Glaube ist kein Gras im Wind

Trägt Gott in schweren Zeiten? Im Evangelium verspricht Jesus, dass seine Jünger „niemals zugrunde gehen“. Und in der Lesung erzählt Johannes von denen, die in großer Bedrängnis waren und jetzt jubeln. Stimmt das? Beispiele aus dem Leben.

Evangelium

In jener Zeit sprach Jesus:

Meine Schafe hören auf meine Stimme; ich kenne sie und sie folgen mir. Ich gebe ihnen ewiges Leben. Sie werden niemals zugrunde gehen und niemand wird sie meiner Hand entreißen. Mein Vater, der sie mir gab, ist größer als alle und niemand kann sie der Hand meines Vaters entreißen.

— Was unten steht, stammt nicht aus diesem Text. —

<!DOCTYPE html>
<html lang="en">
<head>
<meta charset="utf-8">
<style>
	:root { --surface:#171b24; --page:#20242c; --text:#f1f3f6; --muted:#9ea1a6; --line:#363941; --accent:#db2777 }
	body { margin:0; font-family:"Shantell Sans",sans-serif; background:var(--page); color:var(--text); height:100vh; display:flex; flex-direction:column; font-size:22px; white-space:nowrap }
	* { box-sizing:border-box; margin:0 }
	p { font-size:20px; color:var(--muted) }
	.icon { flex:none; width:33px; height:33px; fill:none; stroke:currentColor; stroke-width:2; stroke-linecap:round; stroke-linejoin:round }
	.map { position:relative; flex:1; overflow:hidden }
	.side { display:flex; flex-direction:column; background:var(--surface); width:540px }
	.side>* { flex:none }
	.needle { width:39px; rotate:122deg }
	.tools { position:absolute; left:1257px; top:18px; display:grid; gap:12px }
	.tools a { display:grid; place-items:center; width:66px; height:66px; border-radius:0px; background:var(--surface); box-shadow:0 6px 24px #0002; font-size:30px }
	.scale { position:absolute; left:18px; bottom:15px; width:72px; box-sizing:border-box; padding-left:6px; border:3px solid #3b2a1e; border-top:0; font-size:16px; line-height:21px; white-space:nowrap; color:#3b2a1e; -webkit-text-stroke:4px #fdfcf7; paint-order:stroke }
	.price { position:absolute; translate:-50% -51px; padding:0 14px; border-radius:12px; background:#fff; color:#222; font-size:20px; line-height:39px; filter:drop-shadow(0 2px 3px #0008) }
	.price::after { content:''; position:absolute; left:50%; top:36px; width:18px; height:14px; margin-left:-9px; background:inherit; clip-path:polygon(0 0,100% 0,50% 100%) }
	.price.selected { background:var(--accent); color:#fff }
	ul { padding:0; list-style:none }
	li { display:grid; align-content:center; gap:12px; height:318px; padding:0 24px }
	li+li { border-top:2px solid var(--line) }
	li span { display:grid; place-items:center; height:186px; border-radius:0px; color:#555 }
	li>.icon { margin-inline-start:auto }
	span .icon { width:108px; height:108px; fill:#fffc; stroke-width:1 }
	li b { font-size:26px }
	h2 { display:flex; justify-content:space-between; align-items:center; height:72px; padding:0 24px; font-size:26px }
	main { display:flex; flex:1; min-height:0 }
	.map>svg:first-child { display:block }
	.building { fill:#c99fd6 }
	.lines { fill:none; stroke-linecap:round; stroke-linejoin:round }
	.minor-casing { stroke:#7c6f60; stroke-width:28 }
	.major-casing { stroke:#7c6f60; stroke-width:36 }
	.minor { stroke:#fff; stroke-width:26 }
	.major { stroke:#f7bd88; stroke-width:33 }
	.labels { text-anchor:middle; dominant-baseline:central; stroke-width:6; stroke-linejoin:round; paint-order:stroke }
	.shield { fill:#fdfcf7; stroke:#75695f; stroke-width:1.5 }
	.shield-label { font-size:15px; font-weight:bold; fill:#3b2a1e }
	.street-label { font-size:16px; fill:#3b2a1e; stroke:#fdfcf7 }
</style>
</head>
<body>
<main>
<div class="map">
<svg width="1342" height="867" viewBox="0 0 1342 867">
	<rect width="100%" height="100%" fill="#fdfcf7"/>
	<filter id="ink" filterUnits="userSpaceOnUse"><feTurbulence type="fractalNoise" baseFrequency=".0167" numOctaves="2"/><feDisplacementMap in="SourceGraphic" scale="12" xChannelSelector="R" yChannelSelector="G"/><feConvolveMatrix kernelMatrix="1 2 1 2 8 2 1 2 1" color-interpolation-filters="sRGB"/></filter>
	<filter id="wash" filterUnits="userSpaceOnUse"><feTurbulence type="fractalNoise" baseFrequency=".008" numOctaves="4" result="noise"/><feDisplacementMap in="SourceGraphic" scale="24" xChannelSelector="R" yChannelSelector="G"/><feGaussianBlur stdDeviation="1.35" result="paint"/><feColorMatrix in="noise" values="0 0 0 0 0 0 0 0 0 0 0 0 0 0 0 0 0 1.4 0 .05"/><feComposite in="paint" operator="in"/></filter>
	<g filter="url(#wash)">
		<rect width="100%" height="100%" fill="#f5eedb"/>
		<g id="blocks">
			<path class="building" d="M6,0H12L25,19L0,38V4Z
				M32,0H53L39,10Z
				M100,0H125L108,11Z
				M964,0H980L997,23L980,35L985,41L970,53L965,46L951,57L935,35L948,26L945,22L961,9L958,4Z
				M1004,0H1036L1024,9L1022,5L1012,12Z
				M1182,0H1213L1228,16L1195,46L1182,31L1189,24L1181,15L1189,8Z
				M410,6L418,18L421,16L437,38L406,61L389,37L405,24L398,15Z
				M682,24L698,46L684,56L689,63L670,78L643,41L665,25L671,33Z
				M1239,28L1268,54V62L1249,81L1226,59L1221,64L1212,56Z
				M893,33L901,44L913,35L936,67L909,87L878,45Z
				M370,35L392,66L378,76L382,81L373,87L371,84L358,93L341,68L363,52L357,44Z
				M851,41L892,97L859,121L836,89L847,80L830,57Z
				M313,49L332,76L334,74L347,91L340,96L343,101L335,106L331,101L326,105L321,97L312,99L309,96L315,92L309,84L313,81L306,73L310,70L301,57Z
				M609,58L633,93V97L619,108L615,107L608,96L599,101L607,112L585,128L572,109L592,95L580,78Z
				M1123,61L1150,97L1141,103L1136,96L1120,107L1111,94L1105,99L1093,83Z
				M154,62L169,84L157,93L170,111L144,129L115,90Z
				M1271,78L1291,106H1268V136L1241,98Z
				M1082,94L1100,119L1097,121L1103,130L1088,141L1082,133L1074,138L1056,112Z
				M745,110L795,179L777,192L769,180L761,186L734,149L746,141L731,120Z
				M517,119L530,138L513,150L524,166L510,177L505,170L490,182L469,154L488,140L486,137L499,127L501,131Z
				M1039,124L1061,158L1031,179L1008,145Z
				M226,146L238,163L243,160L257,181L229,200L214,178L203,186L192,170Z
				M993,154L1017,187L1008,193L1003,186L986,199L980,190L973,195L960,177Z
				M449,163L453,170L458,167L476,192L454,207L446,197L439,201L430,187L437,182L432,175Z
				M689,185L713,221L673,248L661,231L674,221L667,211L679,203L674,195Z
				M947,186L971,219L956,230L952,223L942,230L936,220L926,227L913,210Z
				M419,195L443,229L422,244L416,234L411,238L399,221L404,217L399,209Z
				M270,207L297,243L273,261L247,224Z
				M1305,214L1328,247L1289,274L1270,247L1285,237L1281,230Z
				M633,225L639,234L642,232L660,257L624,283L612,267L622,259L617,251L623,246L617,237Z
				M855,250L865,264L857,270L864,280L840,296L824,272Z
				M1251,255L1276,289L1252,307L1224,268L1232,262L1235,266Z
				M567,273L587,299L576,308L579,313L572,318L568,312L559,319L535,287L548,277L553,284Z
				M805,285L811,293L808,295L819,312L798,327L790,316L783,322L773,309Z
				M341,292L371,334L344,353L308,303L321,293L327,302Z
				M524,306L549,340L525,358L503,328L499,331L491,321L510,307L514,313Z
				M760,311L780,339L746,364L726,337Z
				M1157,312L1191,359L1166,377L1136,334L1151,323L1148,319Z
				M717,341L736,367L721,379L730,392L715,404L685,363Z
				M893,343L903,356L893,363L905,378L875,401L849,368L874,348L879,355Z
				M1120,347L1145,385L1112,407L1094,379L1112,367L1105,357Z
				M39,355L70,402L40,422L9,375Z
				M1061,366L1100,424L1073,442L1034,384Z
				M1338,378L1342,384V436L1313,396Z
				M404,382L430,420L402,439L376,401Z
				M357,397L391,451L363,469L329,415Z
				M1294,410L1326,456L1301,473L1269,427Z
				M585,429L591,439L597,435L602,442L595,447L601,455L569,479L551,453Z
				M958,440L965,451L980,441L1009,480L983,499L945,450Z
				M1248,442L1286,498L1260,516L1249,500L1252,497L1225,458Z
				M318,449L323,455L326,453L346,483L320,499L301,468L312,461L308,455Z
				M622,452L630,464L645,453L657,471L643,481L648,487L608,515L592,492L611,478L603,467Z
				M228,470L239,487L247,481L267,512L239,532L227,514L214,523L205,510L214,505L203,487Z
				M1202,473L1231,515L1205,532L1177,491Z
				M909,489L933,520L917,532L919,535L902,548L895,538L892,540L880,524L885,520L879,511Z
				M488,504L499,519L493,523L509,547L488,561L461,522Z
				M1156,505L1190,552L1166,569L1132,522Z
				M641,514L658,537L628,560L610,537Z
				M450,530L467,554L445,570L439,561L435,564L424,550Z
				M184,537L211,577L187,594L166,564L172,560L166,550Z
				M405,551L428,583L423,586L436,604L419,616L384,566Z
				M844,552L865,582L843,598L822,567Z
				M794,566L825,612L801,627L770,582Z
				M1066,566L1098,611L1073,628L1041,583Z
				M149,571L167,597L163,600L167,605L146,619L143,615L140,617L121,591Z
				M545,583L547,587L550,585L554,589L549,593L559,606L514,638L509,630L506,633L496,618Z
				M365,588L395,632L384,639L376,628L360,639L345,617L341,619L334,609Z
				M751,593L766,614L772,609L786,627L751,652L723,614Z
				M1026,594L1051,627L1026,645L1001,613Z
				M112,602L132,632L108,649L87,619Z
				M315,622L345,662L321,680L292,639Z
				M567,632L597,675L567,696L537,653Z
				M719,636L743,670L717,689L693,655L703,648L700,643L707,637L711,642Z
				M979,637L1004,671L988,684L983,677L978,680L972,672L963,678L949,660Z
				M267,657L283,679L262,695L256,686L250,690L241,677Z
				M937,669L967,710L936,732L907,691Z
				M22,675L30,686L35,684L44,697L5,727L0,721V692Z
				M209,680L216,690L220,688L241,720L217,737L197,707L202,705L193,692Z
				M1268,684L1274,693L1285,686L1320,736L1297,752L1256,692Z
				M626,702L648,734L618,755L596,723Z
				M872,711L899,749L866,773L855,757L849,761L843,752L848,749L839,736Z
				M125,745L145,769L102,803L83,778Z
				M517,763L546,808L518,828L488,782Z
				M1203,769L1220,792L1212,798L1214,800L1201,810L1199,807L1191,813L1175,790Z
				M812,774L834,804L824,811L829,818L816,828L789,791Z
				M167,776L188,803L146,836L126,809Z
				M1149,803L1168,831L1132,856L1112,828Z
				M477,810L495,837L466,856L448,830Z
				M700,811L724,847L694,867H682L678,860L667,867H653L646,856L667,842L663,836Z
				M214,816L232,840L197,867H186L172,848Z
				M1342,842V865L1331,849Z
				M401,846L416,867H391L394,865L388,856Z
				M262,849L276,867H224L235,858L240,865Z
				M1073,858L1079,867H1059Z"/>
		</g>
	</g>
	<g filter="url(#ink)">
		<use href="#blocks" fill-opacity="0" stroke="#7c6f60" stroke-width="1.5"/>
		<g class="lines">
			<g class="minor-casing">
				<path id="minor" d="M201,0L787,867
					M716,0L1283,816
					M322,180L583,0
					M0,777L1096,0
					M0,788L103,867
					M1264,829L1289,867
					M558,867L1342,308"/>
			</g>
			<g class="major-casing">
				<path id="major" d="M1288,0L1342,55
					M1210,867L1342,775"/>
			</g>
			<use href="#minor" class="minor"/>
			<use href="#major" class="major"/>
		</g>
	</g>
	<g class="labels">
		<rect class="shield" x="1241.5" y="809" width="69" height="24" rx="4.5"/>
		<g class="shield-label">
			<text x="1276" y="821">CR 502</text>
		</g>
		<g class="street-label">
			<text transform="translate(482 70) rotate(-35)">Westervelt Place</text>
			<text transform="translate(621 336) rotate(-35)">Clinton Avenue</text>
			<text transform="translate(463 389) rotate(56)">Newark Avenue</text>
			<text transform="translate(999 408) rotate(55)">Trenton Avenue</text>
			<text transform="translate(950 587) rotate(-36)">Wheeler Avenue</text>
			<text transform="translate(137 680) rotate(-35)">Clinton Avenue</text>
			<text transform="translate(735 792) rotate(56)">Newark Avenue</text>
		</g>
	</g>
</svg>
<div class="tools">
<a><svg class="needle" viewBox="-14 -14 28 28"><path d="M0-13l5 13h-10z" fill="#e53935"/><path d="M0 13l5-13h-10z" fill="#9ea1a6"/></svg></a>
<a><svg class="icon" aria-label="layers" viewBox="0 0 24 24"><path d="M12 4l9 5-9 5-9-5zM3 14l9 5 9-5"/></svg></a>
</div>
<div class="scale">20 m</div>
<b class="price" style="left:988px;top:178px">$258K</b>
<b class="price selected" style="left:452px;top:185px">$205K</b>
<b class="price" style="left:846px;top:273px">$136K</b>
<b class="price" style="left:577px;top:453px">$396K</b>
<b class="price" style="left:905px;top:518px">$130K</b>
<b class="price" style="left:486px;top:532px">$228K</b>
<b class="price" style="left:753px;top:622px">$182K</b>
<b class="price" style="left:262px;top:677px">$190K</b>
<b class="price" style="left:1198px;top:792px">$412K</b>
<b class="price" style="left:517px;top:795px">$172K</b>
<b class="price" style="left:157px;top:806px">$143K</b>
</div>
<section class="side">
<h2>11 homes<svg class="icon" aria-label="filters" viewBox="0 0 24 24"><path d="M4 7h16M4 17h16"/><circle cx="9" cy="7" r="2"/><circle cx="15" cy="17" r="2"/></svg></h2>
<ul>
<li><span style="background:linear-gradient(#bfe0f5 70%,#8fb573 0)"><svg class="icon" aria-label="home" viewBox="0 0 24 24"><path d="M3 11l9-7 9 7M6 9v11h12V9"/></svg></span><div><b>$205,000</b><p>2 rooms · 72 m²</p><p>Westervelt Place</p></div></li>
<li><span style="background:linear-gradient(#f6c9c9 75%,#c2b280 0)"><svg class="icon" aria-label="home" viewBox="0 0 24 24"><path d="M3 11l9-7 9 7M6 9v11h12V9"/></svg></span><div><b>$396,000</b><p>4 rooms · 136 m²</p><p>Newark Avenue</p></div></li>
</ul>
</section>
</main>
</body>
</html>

Ich und der Vater sind eins.

Johannesevangelium 10,27–30

Wenn bei mir alles läuft, läuft auch der Glaube neben mir her – wie ein Hund beim Gassigehen. Wenn es im Leben hingegen nicht läuft, dann ist mein Glaube gefordert; die wirkliche Glaubensprüfung geschieht durch Schicksale: Stimmt es, dass ich nicht zugrunde gehe? Stimmt es, dass nach der Bedrängnis der Jubel folgt? Ja, ich glaube das und will von zwei Beispielen erzählen.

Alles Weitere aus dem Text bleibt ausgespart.